Problem to solve: Every line from the opening of the records to the line with "2px #505864) drop-shadow(0" should be restated exactly, with both ends included and the pictures left out.

(Items listed in a dataset)
== Segment start ==

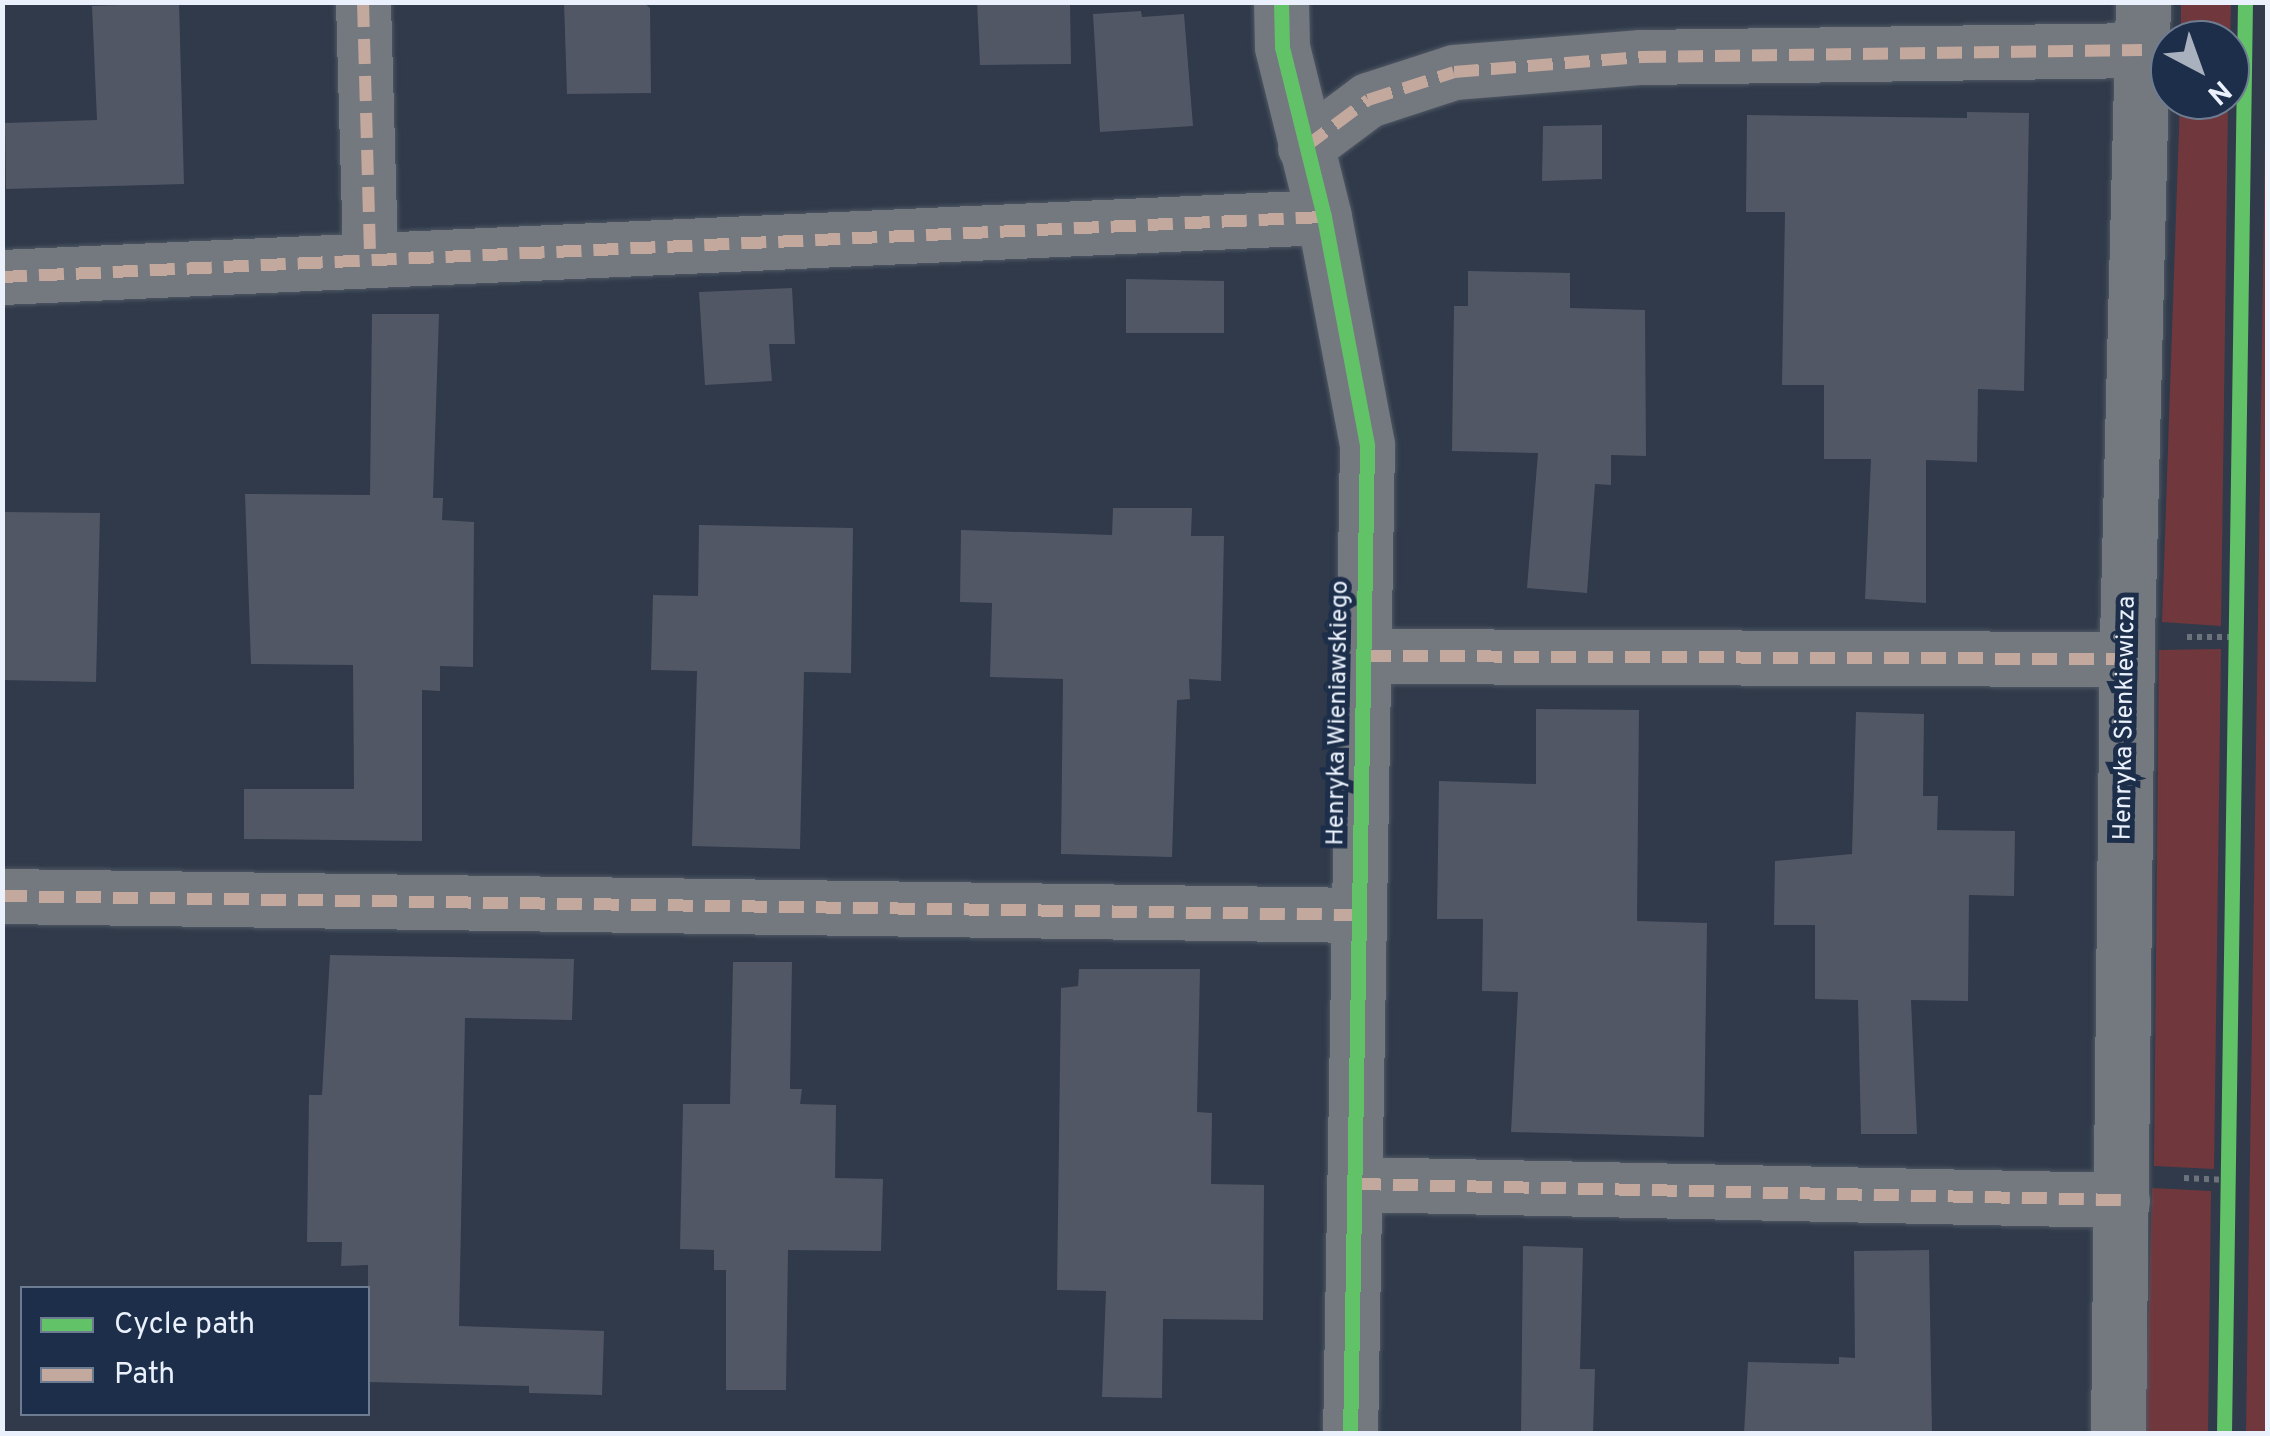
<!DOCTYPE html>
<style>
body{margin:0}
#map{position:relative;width:2270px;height:1436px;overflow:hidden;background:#303a4a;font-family:Overpass,sans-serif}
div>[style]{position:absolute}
.green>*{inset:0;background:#70383d}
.building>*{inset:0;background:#525765}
.path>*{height:6px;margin-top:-3px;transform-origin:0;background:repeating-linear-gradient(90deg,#6d737c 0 5px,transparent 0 10px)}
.roads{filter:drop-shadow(0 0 2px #505864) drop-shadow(0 0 2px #505864)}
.street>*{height:55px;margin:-27.5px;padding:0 27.5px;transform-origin:27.5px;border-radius:27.5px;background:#74787f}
.quiet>*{height:12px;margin-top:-6px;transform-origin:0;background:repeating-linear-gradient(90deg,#c3a89e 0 25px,transparent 0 37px)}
.cycleway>*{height:15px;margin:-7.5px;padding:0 7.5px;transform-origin:7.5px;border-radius:7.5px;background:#61c268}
span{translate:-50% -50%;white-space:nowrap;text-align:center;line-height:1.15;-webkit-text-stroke:10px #1c2e49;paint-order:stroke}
.street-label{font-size:25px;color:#eaf1fc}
.frame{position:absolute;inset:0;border:5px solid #eaf1fc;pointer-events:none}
.legend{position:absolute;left:20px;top:1286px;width:350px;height:130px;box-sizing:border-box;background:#1c2e49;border:2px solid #6e7c91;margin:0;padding:12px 18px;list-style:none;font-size:30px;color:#eaf1fc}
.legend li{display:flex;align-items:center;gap:20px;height:50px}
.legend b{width:50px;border:2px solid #6e7c91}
.north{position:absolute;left:2150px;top:20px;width:100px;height:100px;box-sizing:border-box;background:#1c2e49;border:2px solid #6e7c91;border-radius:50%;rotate:139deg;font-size:28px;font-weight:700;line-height:40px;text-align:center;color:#eaf1fc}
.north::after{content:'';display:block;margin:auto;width:35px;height:45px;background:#a9b1be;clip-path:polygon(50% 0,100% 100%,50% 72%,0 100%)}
</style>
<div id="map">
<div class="green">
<div style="clip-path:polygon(2181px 3px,2231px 3px,2230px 47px,2230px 40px,2181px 40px)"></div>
<div style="clip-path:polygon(2267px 3px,2268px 1433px,2246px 1434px,2246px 1433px)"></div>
<div style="clip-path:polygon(2180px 100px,2228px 100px,2221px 626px,2162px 622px)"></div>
<div style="clip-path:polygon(2221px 649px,2214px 1169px,2154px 1166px,2159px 650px)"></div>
<div style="clip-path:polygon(2152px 1188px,2211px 1191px,2208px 1433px,2145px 1434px)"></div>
</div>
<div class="building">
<div style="clip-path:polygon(564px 2px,643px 2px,650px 8px,651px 93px,567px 94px)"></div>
<div style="clip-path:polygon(977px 2px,1070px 2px,1071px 64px,980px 65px)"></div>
<div style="clip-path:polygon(179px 3px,184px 184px,6px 189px,5px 123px,97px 120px,92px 6px)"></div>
<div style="clip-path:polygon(1141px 11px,1142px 17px,1184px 14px,1193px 126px,1100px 132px,1093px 14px)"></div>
<div style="clip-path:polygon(1967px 112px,2029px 113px,2024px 391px,1978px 389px,1977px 462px,1926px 460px,1926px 603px,1865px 599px,1871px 459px,1824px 459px,1824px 385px,1782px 385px,1785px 212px,1746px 212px,1747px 115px,1967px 118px)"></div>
<div style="clip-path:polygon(1602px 125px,1602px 179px,1542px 181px,1543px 126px)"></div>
<div style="clip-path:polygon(1468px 271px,1570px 273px,1570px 308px,1645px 310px,1646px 456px,1611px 455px,1611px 485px,1595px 484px,1587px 593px,1527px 588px,1538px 453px,1452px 451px,1454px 306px,1468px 306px)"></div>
<div style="clip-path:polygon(1126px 279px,1224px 281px,1224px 333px,1126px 333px)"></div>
<div style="clip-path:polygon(792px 288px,795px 344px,769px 344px,772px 381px,705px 385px,699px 292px)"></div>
<div style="clip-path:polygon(372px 314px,439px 314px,433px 498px,443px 498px,442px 520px,474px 522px,473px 667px,440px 666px,440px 691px,422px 690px,422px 841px,244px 839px,244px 789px,354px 789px,353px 665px,251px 664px,245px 494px,370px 495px)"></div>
<div style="clip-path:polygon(1113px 508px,1192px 508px,1191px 536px,1224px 536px,1221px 681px,1189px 679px,1190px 699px,1177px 700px,1172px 857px,1061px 854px,1063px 679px,990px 677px,992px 603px,960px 602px,961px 530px,1112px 535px)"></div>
<div style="clip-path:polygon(2px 512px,100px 513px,96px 682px,2px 680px)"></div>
<div style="clip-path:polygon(699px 525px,853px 528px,851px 673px,804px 672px,800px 849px,692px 846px,697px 671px,651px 670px,653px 595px,698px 596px)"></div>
<div style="clip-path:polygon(1536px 709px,1639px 710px,1637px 921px,1707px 923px,1704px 1137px,1511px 1132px,1518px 992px,1482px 991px,1483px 919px,1437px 919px,1439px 781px,1536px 784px)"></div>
<div style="clip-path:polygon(1856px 712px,1924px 714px,1923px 796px,1938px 796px,1937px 830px,2015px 831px,2014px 896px,1969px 895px,1968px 1001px,1911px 1000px,1917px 1134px,1861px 1134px,1858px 1000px,1815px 999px,1815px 925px,1774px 925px,1775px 861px,1852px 854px)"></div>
<div style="clip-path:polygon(330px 955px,574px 959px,572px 1020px,465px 1018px,459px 1326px,604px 1331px,602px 1395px,529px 1393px,529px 1386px,368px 1382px,368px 1265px,341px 1266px,342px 1242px,307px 1242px,309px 1095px,322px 1095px)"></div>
<div style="clip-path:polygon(733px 962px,792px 962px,790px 1089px,802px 1089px,800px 1104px,836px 1105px,835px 1178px,883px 1179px,881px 1251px,788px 1250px,786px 1390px,726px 1390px,726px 1270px,714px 1270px,714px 1250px,680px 1249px,683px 1104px,730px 1104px)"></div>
<div style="clip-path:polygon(1079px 969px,1200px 969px,1197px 1112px,1212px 1113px,1211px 1184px,1264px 1185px,1263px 1320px,1163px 1319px,1162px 1398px,1102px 1397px,1106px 1291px,1057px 1290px,1061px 988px,1078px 986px)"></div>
<div style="clip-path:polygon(1523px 1246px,1583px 1248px,1580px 1369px,1595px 1369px,1593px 1434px,1521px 1434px)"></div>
<div style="clip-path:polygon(1929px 1250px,1932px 1434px,1744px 1434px,1748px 1362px,1839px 1364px,1839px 1357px,1855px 1358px,1854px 1251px)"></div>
</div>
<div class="path">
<div style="left:2230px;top:61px;width:14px;rotate:8deg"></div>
<div style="left:2187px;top:637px;width:49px"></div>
<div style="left:2184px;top:1178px;width:44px;rotate:2.6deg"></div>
</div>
<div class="roads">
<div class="street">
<div style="left:363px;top:2px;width:257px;rotate:88.4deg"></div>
<div style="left:1281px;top:2px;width:45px;rotate:88.7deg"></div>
<div style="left:1282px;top:47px;width:175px;rotate:76.1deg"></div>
<div style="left:1324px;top:217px;width:232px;rotate:79.3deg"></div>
<div style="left:1367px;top:445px;width:989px;rotate:90.98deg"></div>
<div style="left:1305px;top:147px;width:79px;rotate:-36.7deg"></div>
<div style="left:1368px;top:100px;width:90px;rotate:-18deg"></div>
<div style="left:1454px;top:72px;width:188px;rotate:-4.6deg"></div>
<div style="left:1641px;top:57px;width:501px;rotate:-0.8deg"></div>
<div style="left:2px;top:277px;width:1323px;rotate:-2.6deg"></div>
<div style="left:1366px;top:656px;width:760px;rotate:0.23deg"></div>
<div style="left:2px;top:896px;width:1357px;rotate:0.8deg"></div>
<div style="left:1356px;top:1184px;width:766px;rotate:1.2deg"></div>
<div style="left:2118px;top:1434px;width:796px;rotate:-89.35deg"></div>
<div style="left:2127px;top:638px;width:636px;rotate:-88.56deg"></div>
</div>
</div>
<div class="quiet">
<div style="left:363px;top:2px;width:257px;rotate:88.4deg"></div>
<div style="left:1305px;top:147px;width:79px;rotate:-36.7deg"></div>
<div style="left:1368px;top:100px;width:90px;rotate:-18deg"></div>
<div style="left:1454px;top:72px;width:188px;rotate:-4.6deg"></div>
<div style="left:1641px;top:57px;width:501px;rotate:-0.8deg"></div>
<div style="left:2px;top:277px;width:1323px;rotate:-2.6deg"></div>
<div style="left:1366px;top:656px;width:760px;rotate:0.23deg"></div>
<div style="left:2px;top:896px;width:1357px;rotate:0.8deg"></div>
<div style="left:1356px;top:1184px;width:766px;rotate:1.2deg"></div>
</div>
<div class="cycleway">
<div style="left:1281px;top:2px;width:45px;rotate:88.7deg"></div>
<div style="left:1282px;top:47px;width:175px;rotate:76.1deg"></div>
<div style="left:1324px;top:217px;width:232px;rotate:79.3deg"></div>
<div style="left:1367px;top:445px;width:989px;rotate:90.98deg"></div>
<div style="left:2224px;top:1434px;width:1432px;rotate:-89.16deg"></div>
</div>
<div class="street-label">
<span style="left:1339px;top:713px;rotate:-89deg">Henryka Wieniawskiego</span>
<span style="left:2126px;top:718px;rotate:-89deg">Henryka Sienkiewicza</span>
</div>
<div class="frame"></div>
<ul class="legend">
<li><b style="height:12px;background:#61c268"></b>Cycle path</li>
<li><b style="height:12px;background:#c3a89e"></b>Path</li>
</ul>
<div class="north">N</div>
</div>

== Segment end ==

Response below:
<!DOCTYPE html>
<style>
body{margin:0}
#map{position:relative;width:2270px;height:1436px;overflow:hidden;background:#303a4a;font-family:Overpass,sans-serif}
div>[style]{position:absolute}
.green>*{inset:0;background:#70383d}
.building>*{inset:0;background:#525765}
.path>*{height:6px;margin-top:-3px;transform-origin:0;background:repeating-linear-gradient(90deg,#6d737c 0 5px,transparent 0 10px)}
.roads{filter:drop-shadow(0 0 2px #505864) drop-shadow(0 0 2px #505864)}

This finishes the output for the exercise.